Arches was similar in that there was no electric and no showers—there were flush toilets and water available—but it was not the same, because the place was teeming with loud people. It was strange. We didn't get to sleep the first night right away—it had been a long day in the car and there was dinner to make and stuff to set up. So I didn't notice the people so much. It was the next night, when we were exhausted from hiking, that I realized that, whoa, you people are obnoxious. There was a youth group staying nearby, sharing the bathroom, and they were grungy youth who obviously had never had to clean their own bathrooms...

But before you think it was a terrible experience, it wasn't! We woke up in the park, cold in the desert, to a tiny coyote sniffing around the campsites. I was glad to be sleeping off the ground in the camper (we borrow my parents' pop up trailer for these trips now). We got an early start on a long hike in the desert—I wanted to be done by lunch time. We were done by 10:30.
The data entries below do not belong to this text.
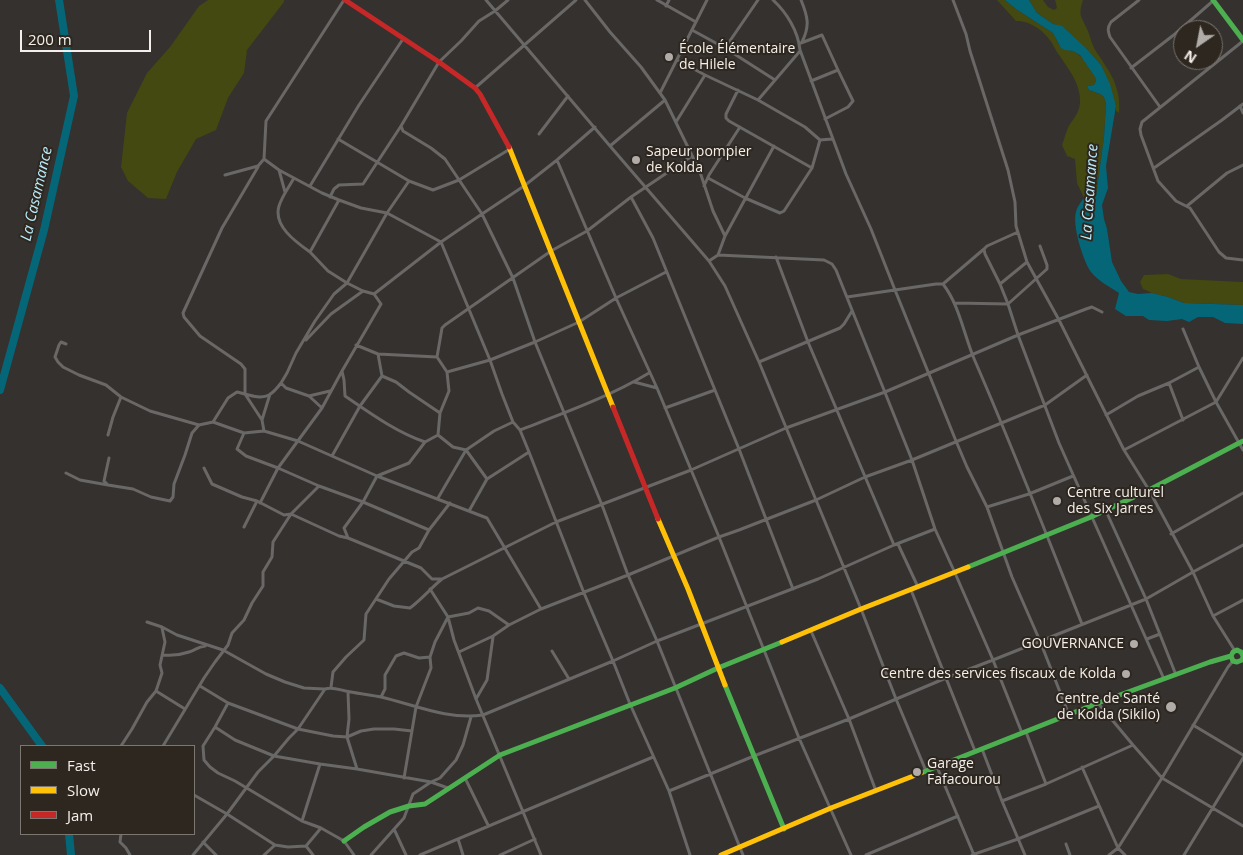 <!DOCTYPE html>
<meta charset="utf-8">
<style>
body{margin:0}
#map{position:relative;width:1243px;height:855px;overflow:hidden;background:#34312e;font-family:"Open Sans",sans-serif}
canvas{display:block}
.legend{position:absolute;left:20px;top:745px;width:175px;height:90px;box-sizing:border-box;background:#2e2720;border:1px solid #7d7771;margin:0;padding:6px 9px;list-style:none;font-size:15px;color:#f4efea}
.legend li{display:flex;align-items:center;gap:10px;height:25px}
.legend b{width:25px;border:1px solid #7d7771}
.north{position:absolute;left:1173px;top:20px;width:50px;height:50px;box-sizing:border-box;background:#2e2720;border:1px solid #7d7771;border-radius:50%;rotate:213deg;font-size:14px;font-weight:700;line-height:20px;text-align:center;color:#f4efea}
.north::after{content:'';display:block;margin:auto;width:18px;height:22px;background:#b1aca8;clip-path:polygon(50% 0,100% 100%,50% 72%,0 100%)}
.scale{position:absolute;left:20px;top:30px;width:131px;height:22px;box-sizing:border-box;border:2px solid #f4efea;border-top:0;padding-left:6px;font-size:15px;line-height:18px;white-space:nowrap;color:#f4efea;-webkit-text-stroke:4px #2e2720;paint-order:stroke}
</style>
<div id="map">
<canvas width="1243" height="855"></canvas>
<ul class="legend">
<li><b style="height:6px;background:#4caf50"></b>Fast</li>
<li><b style="height:6px;background:#ffc107"></b>Slow</li>
<li><b style="height:6px;background:#c62828"></b>Jam</li>
</ul>
<div class="north">N</div>
<div class="scale">200 m</div>
</div>
<script>
const c = document.querySelector('canvas').getContext('2d');
c.lineJoin = 'round';
function fill(path, color) { c.fillStyle = color; c.fill(path, 'evenodd'); }
function trace(path, color, width, dash) { c.strokeStyle = color; c.lineWidth = width; c.lineCap = dash ? 'butt' : 'round'; c.setLineDash(dash || []); c.stroke(path); }
function write(font, color, halo, rows, align = 'center') {
  c.font = font + ' "Open Sans",sans-serif'; c.lineWidth = 4; c.setLineDash([]); c.textBaseline = 'middle'; c.strokeStyle = halo; c.fillStyle = color; for (const [text, x, y, turn = 0] of rows) {
    c.save(); c.translate(x, y); c.rotate((+turn || 0) * Math.PI / 180); c.textAlign = isNaN(turn) ? turn : align; if (halo) c.strokeText(text, 0, 0); c.fillText(text, 0, 0); c.restore();
  }
}
fill(new Path2D(`
 M208,0h76v2l-37,48 -3,23 -16,25 -12,32 -20,9 -19,33 -11,27 -18,-1 -20,-17 -7,-14 6,-54 20,-40 23,-26 29,-41z
 M997,0h8l11,9 37,24c3,4 4,10 8,14 4,4 9,2 14,5 9,5 15,17 20,25l1,4 -2,4 -7,1 2,4 11,4 4,3 2,7 -2,33 -8,59 -3,5 -9,-3 -7,-15 -2,-24 -8,-3 -5,-11c3,-7 4,-15 8,-21 5,-7 9,-12 10,-21 1,-19 -11,-33 -21,-48 -4,-5 -6,-12 -10,-16 -9,-11 -20,-18 -33,-18z
 M1029,0h14l5,7 6,3 3,-2 -2,-8h28c-5,16 -2,15 4,29 3,6 4,13 7,19 3,6 8,11 11,17 10,14 16,31 14,48l-3,-2v-5l-15,-41 -14,-16 -25,-22 -9,-3 -16,-11z
 M1168,274l13,5 62,3v23l-59,-2 -16,-6 -16,-4 -9,-4 -3,-7 4,-7z`), '#444811');
fill(new Path2D(`
 M1005,0h24l8,13 16,11 9,2 25,23 14,16 9,19 6,22 -10,60 2,22 -6,17 2,14 3,10 5,33 9,19 8,11 9,2 14,-1 16,4 16,6 59,2v19l-18,-1 -12,-6h-15l-9,5 -7,-3 -15,2 -18,-1 -6,-4h-17l-11,-7 4,-16c-9,-6 -21,-12 -28,-21 -8,-11 -19,-47 -15,-60 1,-5 5,-10 8,-14l8,3 4,-5 8,-59 2,-33 -2,-7 -4,-3 -11,-4 -2,-4 7,-1 2,-4 -1,-4 -15,-22 -7,-4 -8,-1 -4,-2 -8,-15 -37,-24z`), '#056678');
trace(new Path2D(`
 M0,390l44,-160 30,-134 -15,-96
 M0,688l42,58
 M69,834l2,21`), '#056678', 8);
trace(new Path2D(`
 M486,0l124,146 99,115 16,25 34,76 102,247 35,90 30,72
 M585,0l25,32 31,35 24,33 35,72 13,39 12,25
 M657,0l39,22
 M773,0c14,13 25,31 27,50l46,124 25,55 24,61 61,151 11,26 20,40 25,70 28,64 29,74
 M801,0c7,17 9,26 1,42
 M953,0l13,34 4,17 38,119 7,32 1,24 11,36 32,58 65,130 25,40 44,82 20,44 22,35
 M1139,0l-28,22c-4,6 -3,9 -1,15l50,70
 M666,6l3,-6
 M692,30l33,18 50,32
 M1243,41l-101,81 -2,7 1,6 17,46 18,20 14,7 29,44 7,6 17,2
 M801,43l21,-8 16,35 15,31 -5,6 -23,12
 M725,48l33,-48
 M677,60l28,15 53,25 47,27 15,13
 M1131,68l44,-34 39,-34
 M811,81l27,-11
 M475,88l101,-88
 M738,90l-12,24v4l3,3 83,47
 M660,93l47,-93
 M758,100l42,-49
 M1240,106l3,7
 M676,122l29,-47
 M401,126l2,5 28,17 14,11 37,55 31,64 22,64 67,163 26,70 29,66 86,214
 M539,134l29,-38
 M338,139l71,42 24,9 26,-10 51,-31
 M610,146l55,-46
 M264,159l2,-38 78,-121
 M557,160l59,138 41,90 62,149 80,201 52,117
 M258,167l-36,61 -39,85 1,4 16,19 41,28 4,5v25l17,26
 M1154,168l68,-48 21,-16
 M279,170l6,22
 M225,175l33,-9 6,-7 15,11 43,23 17,7 22,8 26,5 54,29 49,118 12,34 11,28 7,8 9,22 55,141 29,68 17,43 39,87 21,64
 M294,178c-5,9 -12,18 -15,28 -6,20 17,36 31,46
 M708,178l37,20 35,15 4,-2 28,-43 8,-28 12,-1
 M310,186l49,-81 44,-66
 M704,186l5,-11 31,-48
 M330,197l4,-8 5,-4 24,-1 38,-58 38,-64 22,-21 18,-20 16,-10 13,-11
 M631,197l22,41 86,211 54,140
 M1187,206l40,-33 16,-8
 M1018,232l-31,14 -3,3 1,5 15,30 8,20 10,31 41,108 105,236
 M718,255l106,5 8,4 4,6 76,190 23,69 20,44 38,87 29,73
 M776,257l32,85 86,203
 M709,261l9,-6 7,-19 49,-90
 M943,284l41,-35
 M1000,284l27,-22
 M374,294l67,-52 41,-28 42,-28 33,-26 38,-33
 M847,297l89,-13h7c17,22 21,52 32,77 38,87 72,175 107,263
 M955,303l53,1 39,-35v-4l-7,-19
 M1183,329l16,38
 M306,340l25,-26 32,-23
 M66,344l-5,-2 -2,3 -4,12 3,5 5,5 16,8 27,10 15,12 29,14 49,14 14,-3 31,11 20,-2 34,10 79,35 110,42 54,91
 M356,345l22,9 59,3 10,15 2,19 -9,22 -2,22
 M378,354l4,22 14,6 13,10 31,21
 M437,357l5,-29 3,-3 106,-74 36,-20 44,-34 61,-41
 M759,362l81,-34 4,-4 8,-13
 M342,371l2,9 1,16c25,17 51,36 80,46l13,-7 15,12 13,3 21,29 -18,32
 M447,372l43,-12 45,-18 44,-20 37,-24 50,-26
 M634,382l23,6
 M1169,383l14,37
 M309,396l21,-5
 M322,408l-13,-12 -23,-8 -5,-5 6,-10 9,-20 19,-32 19,-27 13,-11 40,-70 22,-32
 M665,408l50,-18
 M1106,415l32,-19 31,-13 30,-16 17,35 27,48
 M213,422l15,-24 9,-6c10,2 23,8 32,3 5,-3 9,-8 12,-12
 M520,430c44,-17 89,-33 129,-57
 M264,431l-2,-11 8,-26
 M244,433l-7,16 9,7 32,12 41,18 44,16 66,28
 M108,435l5,-18 8,-20
 M425,442l-16,21 -32,13 -14,26 -19,26 4,10 73,30 11,11h9
 M1124,450l92,-48 27,-44
 M332,456l28,-50 22,-30
 M109,458l-5,23 4,4 25,4 18,8 19,4 3,-4 1,-13 11,-29 7,-22 7,-8
 M204,468l8,16 30,13 15,4 27,14 7,-1 28,-28
 M66,473l14,7 28,5
 M487,479l42,-27
 M438,498l28,-48 28,-19 19,-9
 M260,503l18,-35 44,-60 20,-37 39,-67 -7,-10 -11,-3 -16,-8 -19,-12 -18,-19 29,-52
 M987,507l42,-13 44,-18
 M1106,511l40,88 30,76
 M244,527l13,-26
 M1171,534l72,-41
 M898,544l20,43
 M430,589l18,28 6,23 22,59 65,156
 M911,590l64,161
 M376,599l18,7 16,2c12,-9 21,-20 32,-29l114,-57 135,-52 95,-42 99,-36 133,-57 68,-26 6,-2 10,5
 M1213,616l30,-16
 M147,622l15,5 15,8 46,15 43,24 19,8 19,6 20,1
 M811,631l38,88 27,72
 M1147,639l13,-5
 M552,651l17,28
 M459,652l34,-16 16,-11 32,-16 87,-34 91,-38 20,-7 77,-30 49,-23 47,-17 133,-55 42,-30
 M163,655c9,1 17,0 26,-3 7,-2 8,-5 16,-6
 M200,686l28,17 70,26 35,7 14,1 14,-6 13,-2h20l18,2
 M331,687l2,-15 13,-15 18,-17 2,-26 23,-35 23,-27 7,-4 10,-18 21,-27
 M156,691l29,18
 M348,692l1,27 -2,18 10,32
 M381,697l4,-8v-14l11,-19 8,-3 15,5 11,-1
 M476,699l11,-19 6,-43
 M228,703l-13,24 -12,19 1,14 6,7 8,6 17,8 67,40 19,7 23,13 10,14
 M1098,703l35,42 29,33 81,48
 M1193,725l50,30
 M215,727l20,13 39,16 15,-18 9,-9 27,-40c9,-3 16,2 26,3 10,2 20,3 30,5 34,8 66,23 102,18l130,-54 44,-20 161,-62 76,-34 41,-16
 M1026,732l20,52
 M121,746l11,-17 15,-27 9,-11 6,-18 -2,-8 5,-23 -3,-14
 M163,746l41,-68 11,-16 13,-17 4,-12 12,-13 8,-17 11,-17v-14l9,-15 1,-15 18,-28 48,22 9,2
 M982,749l20,52 23,54
 M937,767l37,88
 M1082,767l36,81 7,7
 M404,778l12,-71 15,-39 -1,-11 5,-15 13,-25 21,-4 9,-5 11,3 20,14
 M465,778l23,47
 M669,791l85,-35 95,-37 97,-41 47,-18 153,-61 47,-27 50,-27
 M194,795l33,19 48,31
 M1002,801l44,-17 87,-39
 M302,821l18,-57
 M394,829l12,26
 M121,834l-1,8 6,6 4,7
 M458,839l5,16
 M203,842l13,13
 M1066,844l4,11
 M306,846l7,9
 M193,855l34,-41 31,-42 16,-16 46,8 37,5 74,13 17,6
 M264,855l11,-10 13,2 18,-1 15,-18
 M371,855l33,-37 9,-24 18,-12 9,-4 16,-18 7,-15 8,-28
 M420,855l233,-98
 M500,855l35,-16
 M866,855l92,-39
 M972,855l46,-16 81,-33
 M1109,855l9,-7 44,-70 66,-111 5,-6
 M1184,855l59,-97`), '#6a6767', 3);
trace(new Path2D(`
 M1213,0l30,40
 M968,567l123,-50 58,-27 94,-49
 M1243,656l-2,-4 -4,-2 -4,2 -2,4 2,5 4,1 5,-2 1,-3
 M725,685l59,144
 M921,773l177,-70 112,-41 21,-6
 M344,841l20,-14 26,-15 19,-6 16,-2 75,-49 175,-67 43,-20 64,-26`), '#4caf50', 5);
trace(new Path2D(`
 M509,147l104,260
 M658,519l30,70 37,96
 M782,642l79,-33 107,-42
 M721,855l110,-47 90,-35`), '#ffc107', 5);
trace(new Path2D(`
 M345,0l94,62 36,26 5,6 29,53
 M613,407l45,112`), '#c62828', 5);
for (const [x, y, r, color] of [
 [669,57,5,"#b1aca8"],
 [636,160,5,"#b1aca8"],
 [1057,501,5,"#b1aca8"],
 [1134,644,5,"#b1aca8"],
 [1126,674,5,"#b1aca8"],
 [1171,707,6,"#b1aca8"],
 [917,772,5,"#b1aca8"]
]) { const dot = new Path2D(); dot.arc(x, y, r, 0, 2 * Math.PI); c.fillStyle = color; c.fill(dot); trace(dot, '#2e2720', 2); }
write('14px', '#f4efea', '#2e2720', [
 ["École Élémentaire",679,49],
 ["de Hilele",679,65],
 ["Sapeur pompier",646,152],
 ["de Kolda",646,168],
 ["Centre culturel",1067,493],
 ["des Six Jarres",1067,509],
 ["GOUVERNANCE",1124,644,"right"],
 ["Centre des services fiscaux de Kolda",1116,674,"right"],
 ["Centre de Santé",1160,699,"right"],
 ["de Kolda (Sikilo)",1160,715,"right"],
 ["Garage",927,764],
 ["Fafacourou",927,780]
], 'left');
write('italic 15px', '#baedfb', '#2e2720', [
 ["La Casamance",1090,192,-86],
 ["La Casamance",37,194,-77]
]);
</script>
We saw arches I had never seen before, out in the Devil's Garden area of the park. And we were mostly alone. My favorite. They were beautiful and I couldn't get enough of them. I will post pictures in a post when I get home—I have terrible wifi at the campgrounds this trip. Navajo Arch was private and shady; Partition Arch felt like we were on top of the world.

We went to lunch in Moab. Had shakes. It was good. Came back and realized that the tourists had arrived on Mars and we were caught in the mob of giant buses and Germans on Harleys and the whole bit. But that was ok, too. We saw a few more things and then decided to go out of the park and look at petroglyphs.

We found TV Sheep and Intestine Man a few miles outside of the park, following vague directions I had found online. I am now in love with TV Sheep (they look like old fashioned TV sets, big boxy things). Brooklyn is now in love with petroglyphs. “I like archeology far more than geology.”

We went back to the hot, hot park and got dinner together. Bixby and I took one more hike, a scramble out to Broken Arch as the sun set. It was empty again, all the tourists heading on to other parks and sights to see.

I lay awake a long time in the camper listening to the people nearby be loud. But I had the bed to myself because Bixby figured out a way to rig up the hammocks, and he and Brooklyn each took one so everyone could spread out. Which was good because we ALL STANK SO BAD. Because no showers. And dirty bathrooms. And I couldn't even stand being near myself, much less near anyone else.

In the morning, Niles got his junior ranger badge and we headed out, onward to Capitol Reef. I was glad we'd gone to Arches, a place I had visited for the first time 10 years ago. But I was done. Onward.

1 comment:

  1. So beautiful there. My trip was in May, but I got to stay with friends in Castle Valley. Other people's loudness would make me insane... you're a trooper.